As a head coach, Hackett was never going to be confused with John Madden. In his three years as the big man on campus at the University of Pittsburgh, Hackett led the Panthers to a woeful record of 13-20-1. In 1998, Hackett took the reigns from his mentor, John Robinson, at USC. In each of his three years, the Trojans’ win totals decreased, finally bottoming out as Hackett led USC to a place the storied program had never been before – dead last in the Pacific 10 Conference.
Hackett was replaced by Pete Carroll and the rest is modern college football history. Carroll quickly returned the Trojans to their glory days and Hackett was back to the NFL.
Interestingly enough, Hackett did not leave the cupboard empty for Carroll. All-Pros Carson Palmer and Troy Polamalu were both Hackett recruits. Under the tutelage of Hackett, Palmer arrived at Southern Cal with a bounty of potential yet never seemed as if he’d progress any. When Carroll arrived with Norm Chow in tow, Palmer blossomed into a Heisman winner and eventual number one overall selection in the NFL draft.

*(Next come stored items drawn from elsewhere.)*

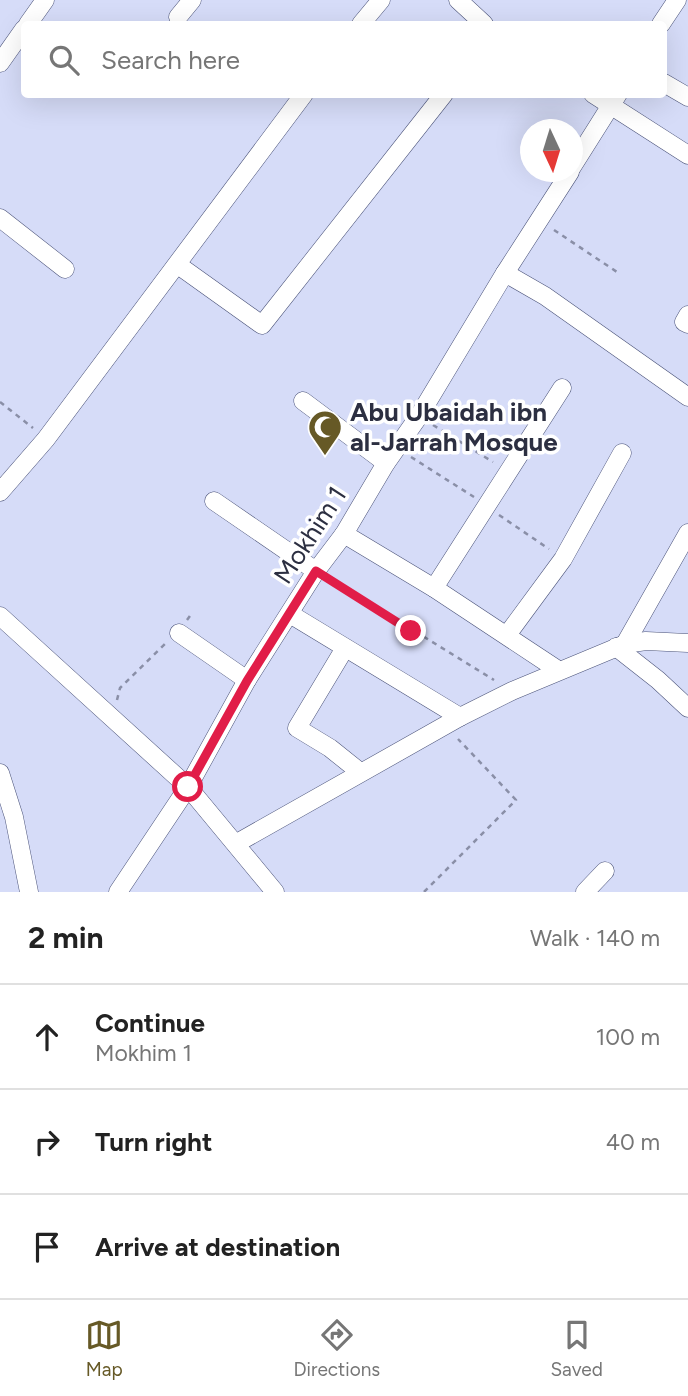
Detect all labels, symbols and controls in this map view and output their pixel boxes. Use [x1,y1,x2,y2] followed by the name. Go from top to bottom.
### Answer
[21,21,667,98] search box
[45,41,83,79] icon: search
[101,44,240,76] text: Search here
[520,119,583,182] north arrow
[350,396,558,458] place label: Abu Ubaidah ibn al-Jarrah Mosque
[306,408,344,457] mosque icon: Abu Ubaidah ibn al-Jarrah Mosque
[267,480,353,590] street label: Mokhim 1
[395,615,426,646] route end
[172,771,203,802] route start
[28,919,104,956] text: 2 min
[530,924,660,952] text: Walk · 140 m
[95,1007,205,1039] text: Continue
[28,1018,66,1056] icon: ahead
[596,1023,660,1051] text: 100 m
[95,1039,192,1067] text: Mokhim 1
[28,1123,66,1161] icon: right
[95,1126,212,1158] text: Turn right
[606,1128,660,1156] text: 40 m
[28,1228,66,1266] icon: arrive
[95,1231,340,1263] text: Arrive at destination
[85,1316,123,1381] tab: Map
[293,1316,380,1381] tab: Directions
[550,1316,603,1381] tab: Saved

Some can be attributed to Palmer’s injuries, but most can be traced to Hackett and his inability to either inspire or lead.
As an offensive coordinator, Hackett has been blessed with some standout NFL talent. He might not have been calling plays for the likes of Joe Montana and Marcus Allen in their prime, but his offense in Kansas City was sporadic at best, ranking as high as 5th in the league to as low as 24th. Not surprisingly, after his departure, the Chiefs’ offense was ranked in the top 10 for 6 of the next 8 seasons. Hackett’s parting gift to the Chiefs was to help develop Rich Gannon into a franchise quarterback for the Raiders. Perhaps his crowing achievement, though it would be hard to argue with the role Jon Gruden played in the growth of Gannon.

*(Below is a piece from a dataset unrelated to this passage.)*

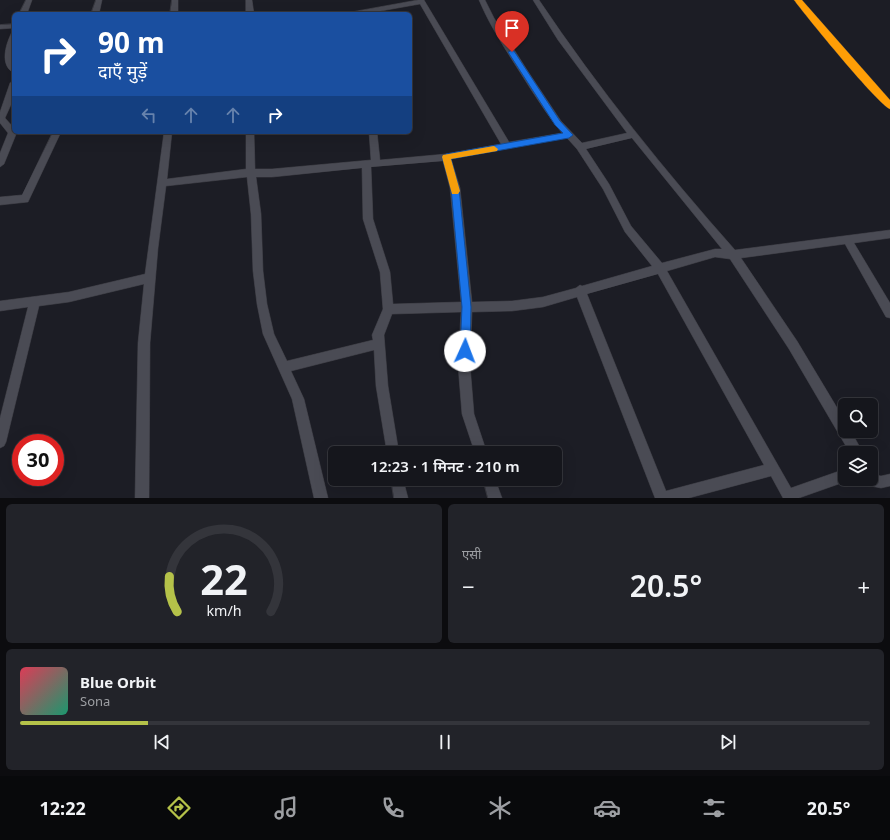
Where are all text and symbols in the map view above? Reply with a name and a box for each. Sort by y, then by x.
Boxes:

The last time Hackett was an NFL play caller was in 2004 as a member of the New York Jets’ coaching staff. During his four years under Herm Edwards, Hackett’s offense never ranked higher than 17th and was as low as 23rd. His unit was below average despite having an All-Pro runner in Curtis Martin, talent out wide in Wayne Chrebet and Laveranues Coles, a dominating offensive line and a young quarterback named Chad Pennington.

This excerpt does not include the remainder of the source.